Cholesterol reducing pills: Do they have a downside?

August 3, 2005

Medications taken against cholesterol may prolong life in the event of arteriosclerosis and perhaps even heart failure. However, new figures seem to indicate that many patients get serious side effects from taking such medications, which side effects could have been avoided had they also taken Co-enzyme Q10.

Millions of people worldwide use cholesterol reducing medicine in the form of statins. These people most often have clogged coronary arteries and the statins are used to protect them against further atherosclerosis, blood clots, and strokes. They work, but to a lesser degree than many people think.

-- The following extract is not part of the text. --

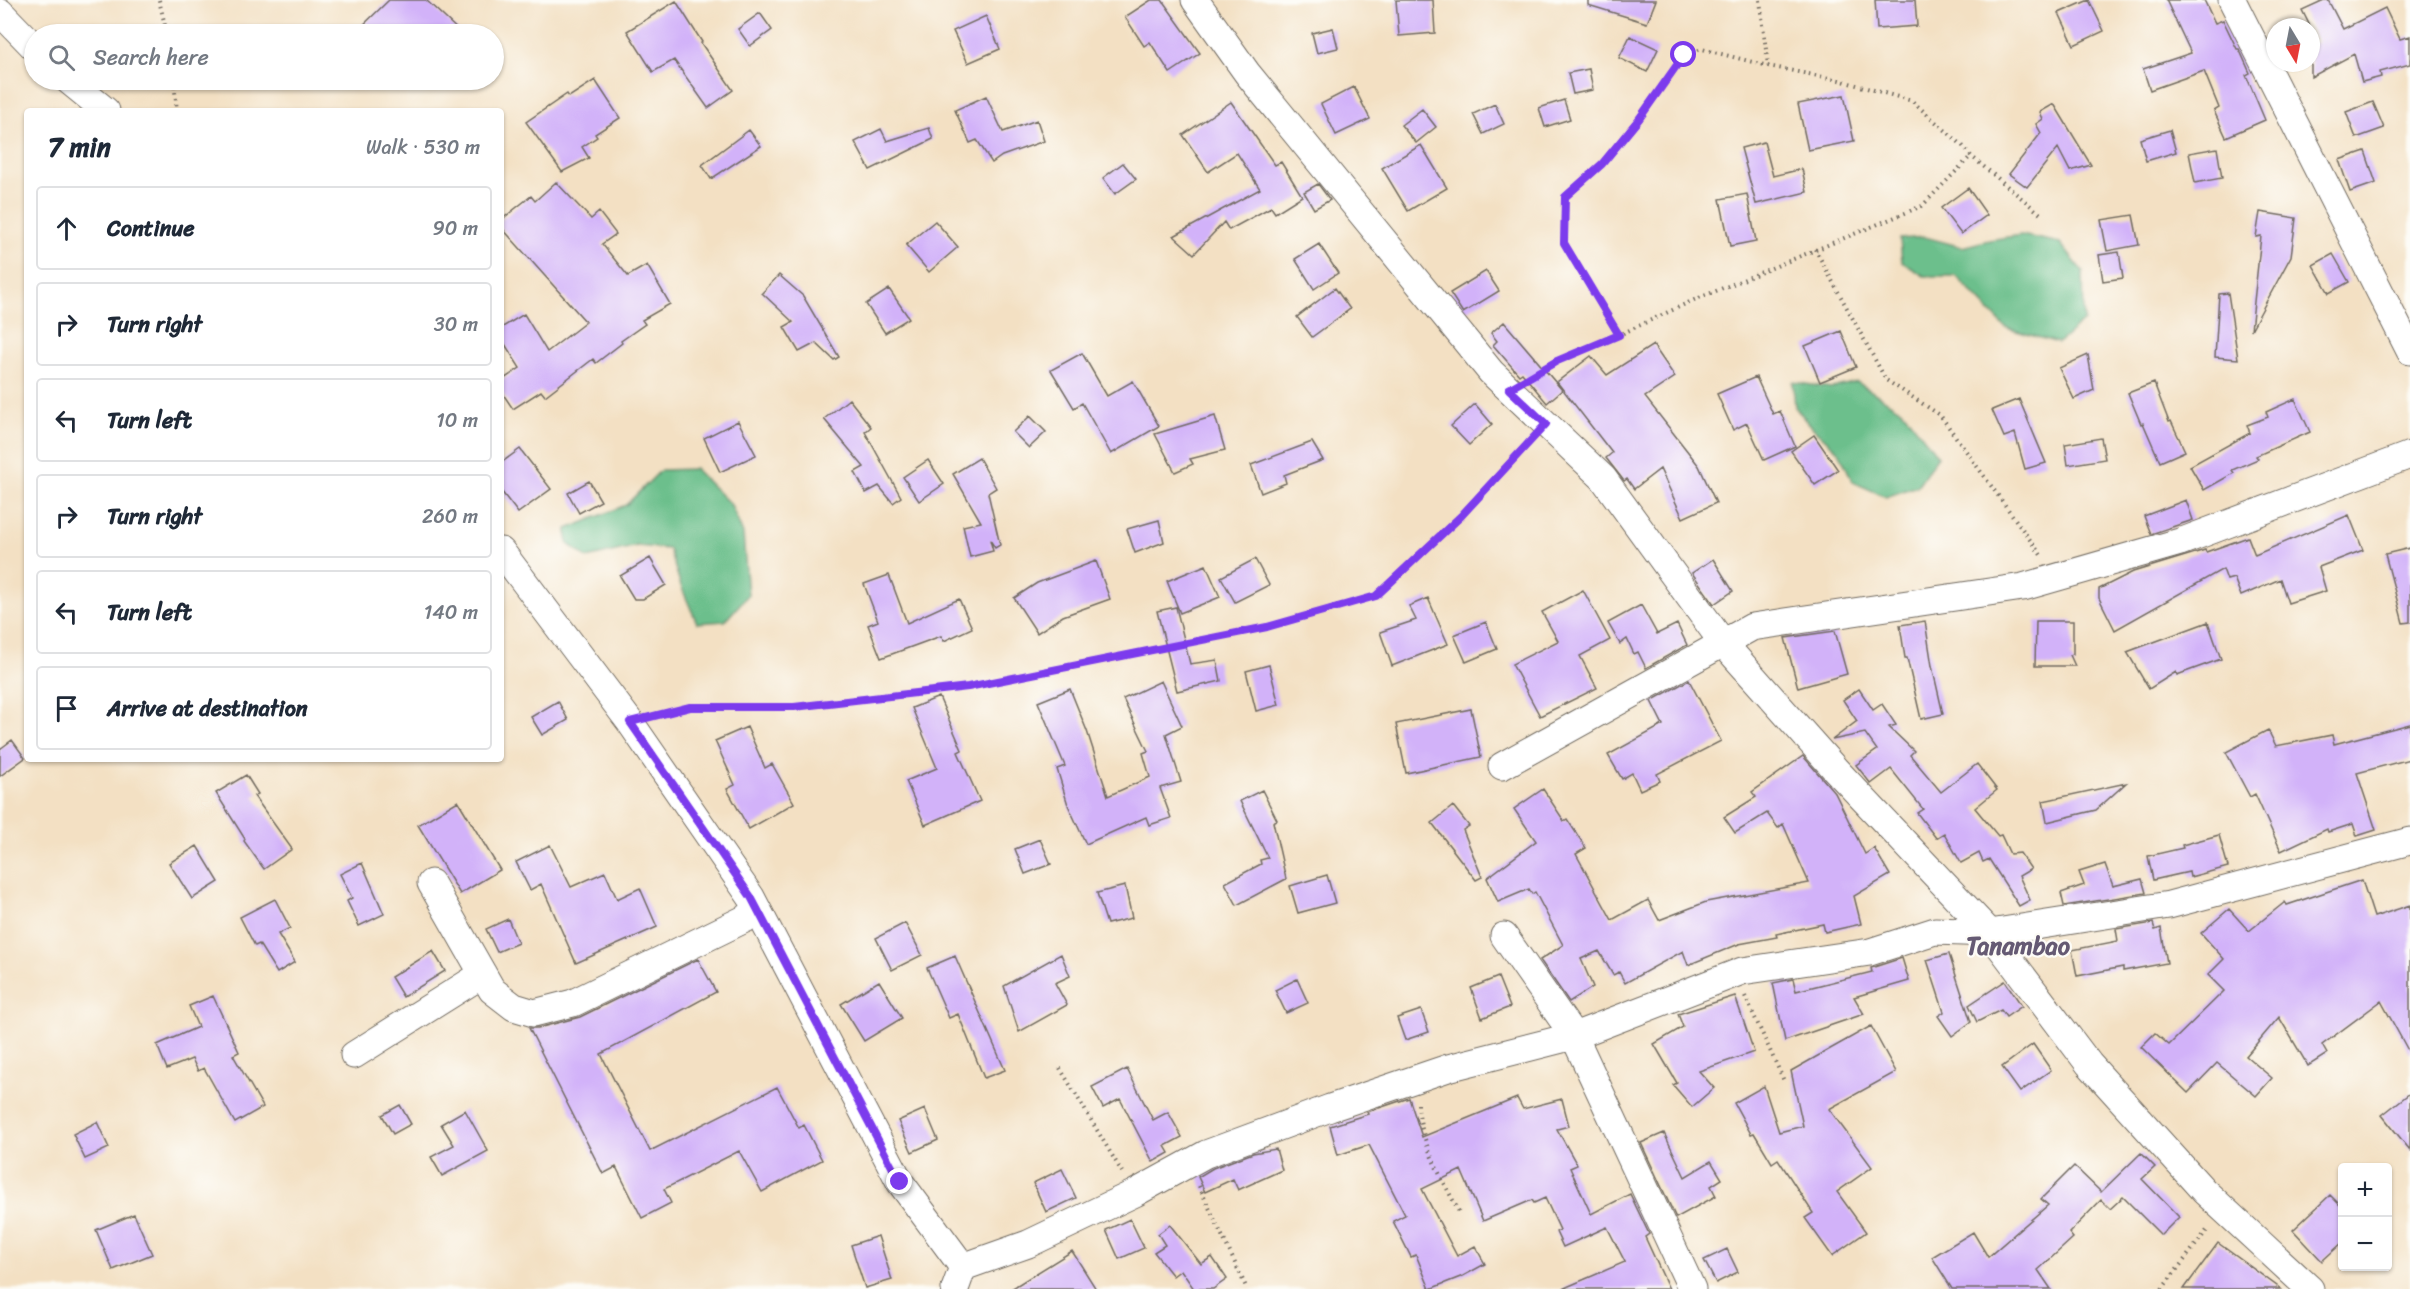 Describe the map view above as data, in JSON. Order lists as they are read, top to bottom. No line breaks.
{"districts":["Tanambao"],"north":"bottom","page":{"search":"Search here","heading":["7 min","Walk · 530 m"],"list":[["Continue","90 m"],["Turn right","30 m"],["Turn left","10 m"],["Turn right","260 m"],["Turn left","140 m"],"Arrive at destination"],"map_buttons":["+","−"]}}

If they are given to one hundred 40-80 year old people who are at high risk due to atherosclerosis or diabetes, they prevent about one coronary blood clot or one stroke per year. In the course of five years, about two deaths are avoided.

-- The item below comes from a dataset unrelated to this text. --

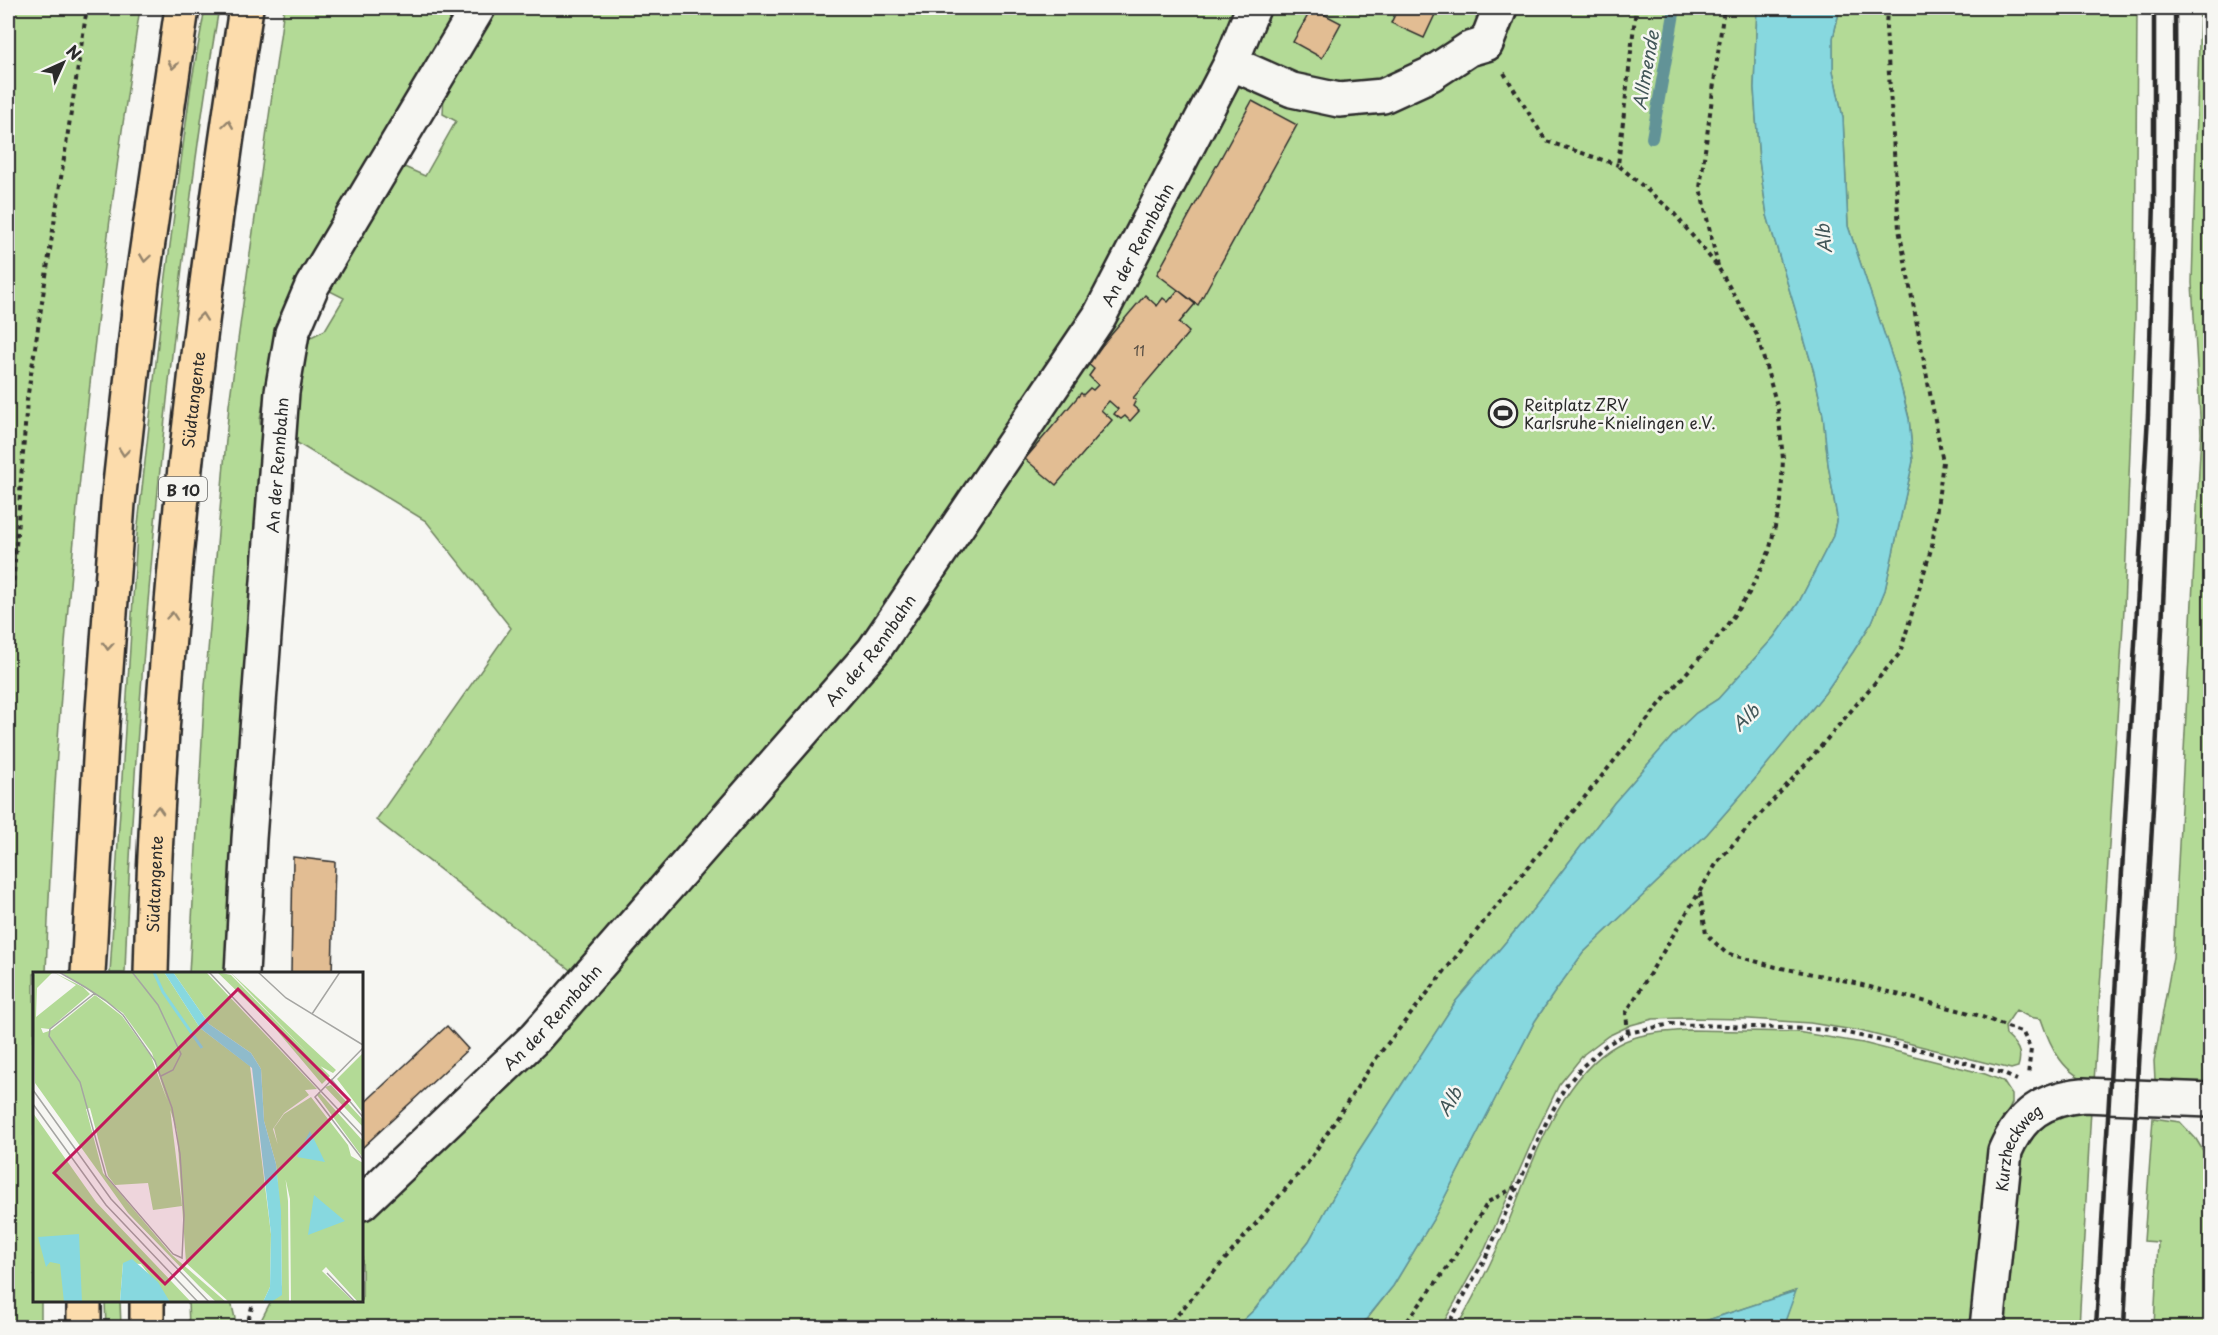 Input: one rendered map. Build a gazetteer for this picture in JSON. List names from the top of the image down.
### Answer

Many of the treated meanwhile develop heart failure, which is reduced pump function of the heart, because atherosclerosis damages the heart muscle permanently. They begin to complain of tiredness and increasing shortness of breath.

Is it risky to take cholesterol lowering pills in this situation? There can be debated. The debate is due to the way that the medicine works. It blocks the livers production of mevalonic acid, which is necessary for the production of cholesterol, but it also blocks the production of vital Q10! Not only does the blood’s cholesterol level fall, but also the bloods Q10 level.

Because Q10 is necessary for the tissues to create energy it is easy to imagine that a heart muscle which is weakened by heart failure, is further weakened when Q10 is removed.

Apparently statins work anyway. Statins are believed to lengthen life in heart failure. Not because they lower cholesterol, which may actually be damaging when suffering from heart failure, but because statins have other effects than reducing cholesterol. They are antioxidants and counteract inflammation. In addition they promote the creation of new blood vessels in the heart. None of these effects have anything to do with cholesterol.

Maybe the positive effects of statins outweigh the dramatic Q10 loss that they cause. Nonetheless, it is hard to believe that this loss is completely harmless, especially with heart failure.

The American cardiologist P.H. Langsjoen is one of those who warn that we find ourselves in an epidemic of heart failure with unclear reasons and who believe that statins could be one of the reasons.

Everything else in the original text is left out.